Quel giorno, dicevo, era un sabato speciale perché mamma e papà mi avrebbero portato dalle parti di Desenzano in un centro sportivo dove l’Inter stava preparando la partita del giorno dopo contro il Brescia. Stato di agitazione-euforia-camminareaduemetridaterra di me novenne: massimo. La sera prima non riuscivo a dormire e per una volta la colpa non era degli zuccheri ingurgitati tra merendine Mulino Bianco e dolci di varia fattura, tutti rigorosamente al cioccolato. Ricordo con precisione anche com’ero vestito: pantaloni della tuta blu della Nike, scarpa blu con baffo bianco sempre Nike, giubbotto lungo rosso comprato in un negozio di articoli sportivi per l’astronomica cifra di 299mila lire. Li valeva tutti quei soldi perché teneva le coltellate, cioè per dirla bene ti riparava in maniera ermetica dai venti più impetuosi.
Partimmo al mattino presto. Era una bella giornata, fredda ma senza nebbia, il cielo era limpido e nelle poche nuvole che vedevo dal sedile posteriore della station wagon guidata da mio padre, mi sembrava di riconoscere nitidamente i dentoni di Ronaldo, i ricci di Moriero e le treccine di Taribo West. A un certo punto vidi due nuvolette sfilacciate, molto allungate: non potevano che essere le sopracciglia dello “Zio” Bergomi. Di quell’oretta scarsa sulla Opel Kadett blu che filava spedita verso la provincia di Brescia ricordo poco altro. Ad esempio: mio padre ascolta l’intera cassetta di “Destinazione paradiso” di Gianluca Grignani, mio padre che si gira dal sedile del passeggero per chiedermi se sono contento di andare a vedere i giocatori dell’Inter e incassa un po’ sconsolato il mio mutismo che era in tutto e per tutto simile a quello in cui cadono i grandi atleti pochi minuti prima di una gara importante. Ero concentrato e allo stesso tempo con la testa tra le nuvole. Dai poster della mia cameretta si sarebbero fatti carne, magari qualcuno avrei potuto vederlo da vicino, da pochi centimetri, addirittura toccarlo, chiedergli un autografo. Io nel dubbio un quaderno a quadretti ce l’avevo.

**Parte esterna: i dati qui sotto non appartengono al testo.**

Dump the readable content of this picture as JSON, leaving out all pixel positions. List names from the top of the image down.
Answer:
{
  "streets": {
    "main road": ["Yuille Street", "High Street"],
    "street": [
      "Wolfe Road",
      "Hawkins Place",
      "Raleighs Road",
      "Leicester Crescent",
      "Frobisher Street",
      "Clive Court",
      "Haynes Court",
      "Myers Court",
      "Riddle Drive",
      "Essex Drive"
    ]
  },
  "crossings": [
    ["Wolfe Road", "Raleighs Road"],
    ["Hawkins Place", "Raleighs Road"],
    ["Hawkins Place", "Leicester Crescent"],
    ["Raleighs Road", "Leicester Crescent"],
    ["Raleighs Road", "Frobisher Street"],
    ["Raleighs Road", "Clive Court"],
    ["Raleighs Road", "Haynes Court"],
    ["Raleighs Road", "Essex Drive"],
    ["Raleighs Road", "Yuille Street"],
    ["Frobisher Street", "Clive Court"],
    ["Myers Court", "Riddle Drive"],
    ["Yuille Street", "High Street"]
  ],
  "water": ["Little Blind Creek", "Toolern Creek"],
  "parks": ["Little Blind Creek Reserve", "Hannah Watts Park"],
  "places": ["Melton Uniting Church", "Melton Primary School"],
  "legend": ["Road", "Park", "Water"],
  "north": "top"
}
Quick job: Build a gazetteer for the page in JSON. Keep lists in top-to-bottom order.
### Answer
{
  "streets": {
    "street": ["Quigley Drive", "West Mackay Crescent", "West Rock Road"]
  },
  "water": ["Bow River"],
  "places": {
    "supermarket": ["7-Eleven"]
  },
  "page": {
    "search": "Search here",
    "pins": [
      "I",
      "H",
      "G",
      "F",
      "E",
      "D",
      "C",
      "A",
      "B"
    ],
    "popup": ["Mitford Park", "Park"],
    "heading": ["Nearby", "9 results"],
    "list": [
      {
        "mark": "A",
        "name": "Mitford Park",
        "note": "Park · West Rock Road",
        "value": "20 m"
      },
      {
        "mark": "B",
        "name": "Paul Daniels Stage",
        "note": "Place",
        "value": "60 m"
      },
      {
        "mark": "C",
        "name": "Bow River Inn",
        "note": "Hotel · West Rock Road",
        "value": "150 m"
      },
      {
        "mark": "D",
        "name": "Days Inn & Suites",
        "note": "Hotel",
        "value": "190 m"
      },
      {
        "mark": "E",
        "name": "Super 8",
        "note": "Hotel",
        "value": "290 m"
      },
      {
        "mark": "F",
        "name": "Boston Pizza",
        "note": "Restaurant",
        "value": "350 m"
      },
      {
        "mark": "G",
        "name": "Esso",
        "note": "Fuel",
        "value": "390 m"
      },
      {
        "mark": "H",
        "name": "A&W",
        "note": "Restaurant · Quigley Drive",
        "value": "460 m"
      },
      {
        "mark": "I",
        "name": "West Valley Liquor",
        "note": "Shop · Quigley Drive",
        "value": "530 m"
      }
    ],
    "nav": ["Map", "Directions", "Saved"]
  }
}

Non era la prima volta che andavo a vedere l’Inter, ero stato a San Siro per un paio di partite di campionato e una volta per la partita contro la Reggiana a Reggio Emilia ma allo stadio è diverso, i giocatori diventano omini piccoli piccoli perché tu spettatore sei lontano dal campo. Intendiamoci, quando nell’autunno di quell’anno ammirai dal vivo il gol di Ronaldo su punizione in Inter-Parma rimasi in stato di grazia per tre giorni e quella giornata resta una delle più memorabili dei miei primi 36 anni di vita, ma quel giorno sulla Kadett di mio padre avevo la sensazione che assistere ad un allenamento della squadra mi avrebbe aperto delle nuove porte per conoscere davvero i giocatori di cui ritagliavo le foto da “Inter squadra mia”, una rivista per giovani fan, una specie di “Cioè” per i maschietti in fissa per il pallone.
Appena arrivati al centro sportivo, dopo un’oretta di macchina, mi fiondai subito alla recinzione che separava il campo dalla zona dove erano assiepati centinaia di tifosi. Eravamo in perfetto orario, infatti passarono pochi minuti e davanti ai miei occhi sfilarono uno a uno i calciatori dell’Inter e l’allenatore Gigi Simoni, un signore con i capelli grigi e la faccia da buono: del resto non era mica della Juventus, pensai, e il suo sorriso accennato mi tranquillizzò da tutte le saette di emozioni che mi sfrecciavano in testa.
Il primo impatto fu abbastanza straniante e ci misi un po’ a convincermi che i ragazzi che si passavano la palla e correvano a destra e a sinistra fossero veramente gli stessi che guardavo in televisione ogni domenica. L’allenamento durò meno di un’ora credo ma quando i giocatori tornarono negli spogliatoi per fare la doccia mi sentii quasi truffato: ero stato talmente assorbito dalla visione degli esercizi, della partitella e dei giri di campo che nella mia testa non erano passati più di cinque minuti. I tifosi applaudirono, qualcuno vicino a me fece partire un coro, alcuni calciatori tra cui Moriero e il francese Djorkaeff salutarono verso di noi e all’improvviso calò il sipario su quella che fino a quel giorno era stata l’esperienza più elettrizzante della mia vita di bimbo. Finito l’allenamento tornai dai miei che erano seduti poco distanti, una ventina di metri più indietro rispetto allo spiazzo da dove avevo ammirato i giocatori.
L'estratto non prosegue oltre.